Explore Living Cell Growth in 3D Micro-scaffolds for Regenerative Medicine
|Potential UCARE Research Position?||
3/1/2017 but flexible
|Paid or Volunteer||
Volunteer, can apply for UCARE 17-18
Physical and mechanical interactions govern biological systems at the molecular, cellular and tissue levels. The fundamental mechanisms of these interactions converge on mechanobiology, an emerging field of scientific inquisition at the intersection of physics, engineering and biology. At the cellular level, mechanical interaction regulates every facet of the cell cycle. Modulating cellular micro-environment has been regarded as key to potential therapeutic interventions for many diseases, including cancer.

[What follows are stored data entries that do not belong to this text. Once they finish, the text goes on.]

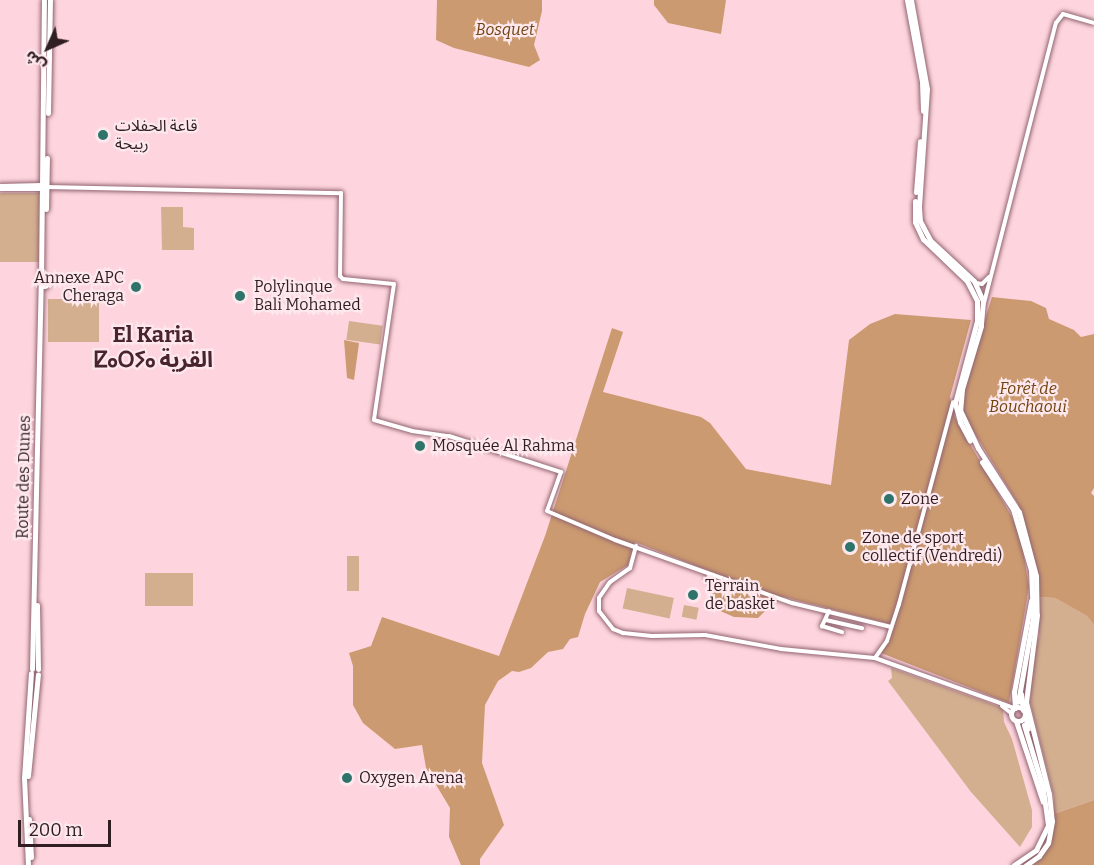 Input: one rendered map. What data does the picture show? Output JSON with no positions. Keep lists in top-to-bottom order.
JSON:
{
  "streets": {
    "main road": ["Route des Dunes"]
  },
  "districts": ["El Karia ⵇⴰⵔⵢⴰ القرية"],
  "parks": ["Bosquet", "Forêt de Bouchaoui"],
  "places": [
    "قاعة الحفلات ربيحة",
    "Annexe APC Cheraga",
    "Polylinque Bali Mohamed",
    "Mosquée Al Rahma",
    "Zone",
    "Zone de sport collectif (Vendredi)",
    "Terrain de basket",
    "Oxygen Arena"
  ],
  "scale_bar": "200 m",
  "north": "bottom left"
} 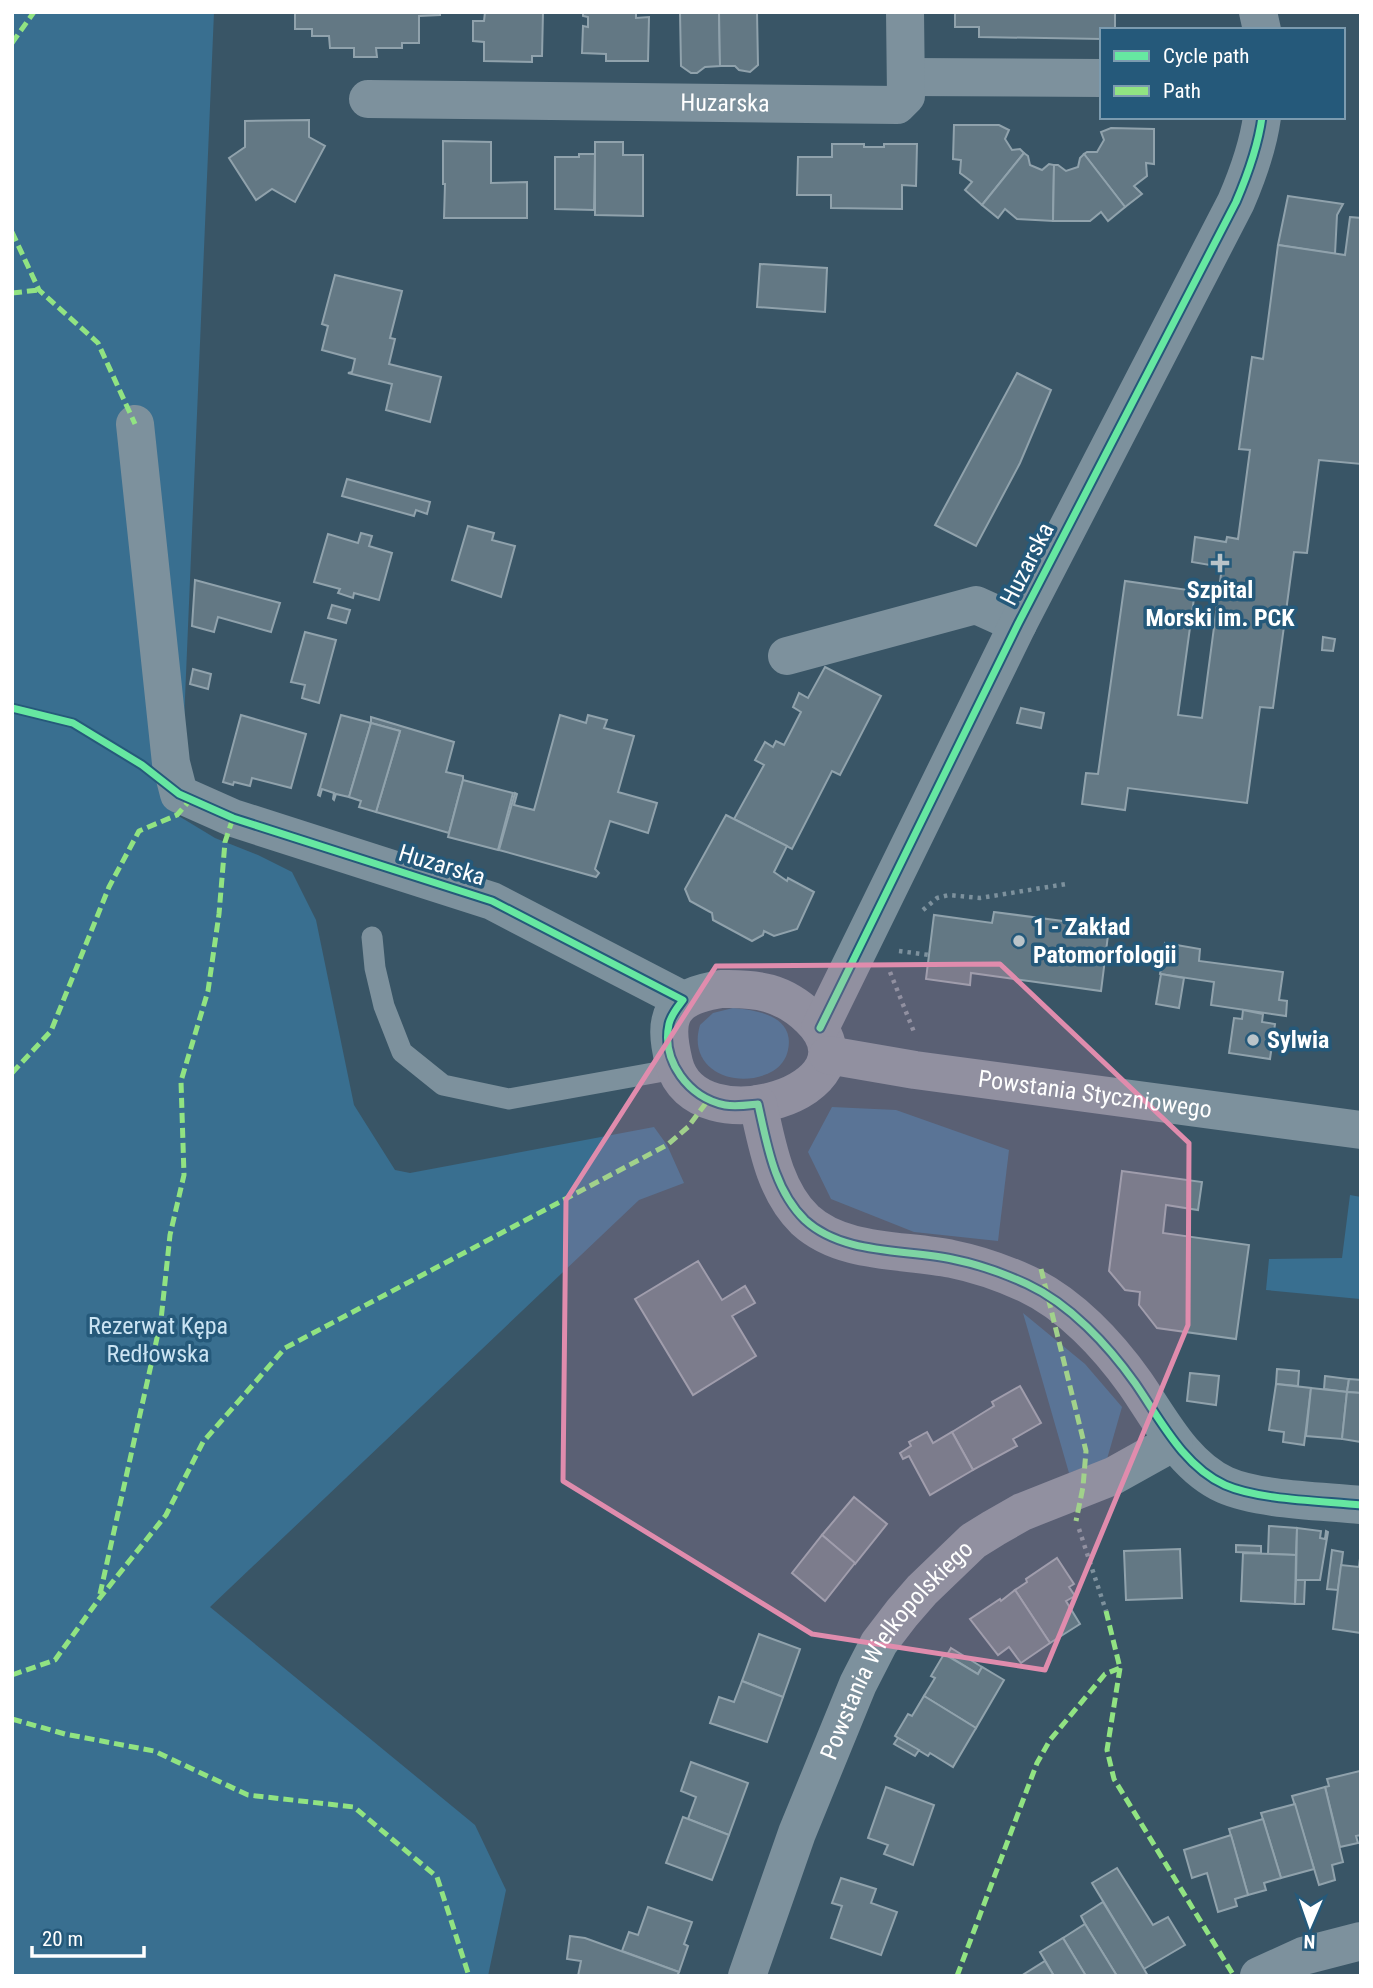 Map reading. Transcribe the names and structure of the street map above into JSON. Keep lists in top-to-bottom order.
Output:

Conventional in situ mechanical modulation relies on two-dimensional (2D) cell culture models by engineering planar substrates where cells grow. Mounting evidence has demonstrated significant physiological differences between cells growing in 2D model and three-dimensional (3D) micro-environments, putting requirements on biomaterials design for scaffolds in 3D cell culture. Although 3D scaffold holds great potential in drug delivery and tissue engineering, its study is still in the early stages, where systematic control of biomaterial property, structure dimensionality and chemical composition is currently not feasible.
This project explores cellular growth and functioning in an engineered 3D micro-scaffold. The goal is to investigate how geometrical and material properties can influence cellular growth in the 3D microenvironment. The specific tasks will include, but not limited to, cell culture and maintenance and imaging of living cells using different microscopy, such as optical microscopy, fluorescence microscopy, scanning electron microscopy and atomic force microscopy. Students will have an opportunity to interact with engineers and biological scientists in a multidisciplinary team. The learning process in carrying out the project will foster students’ perspective in nanotechnology and biotechnology research.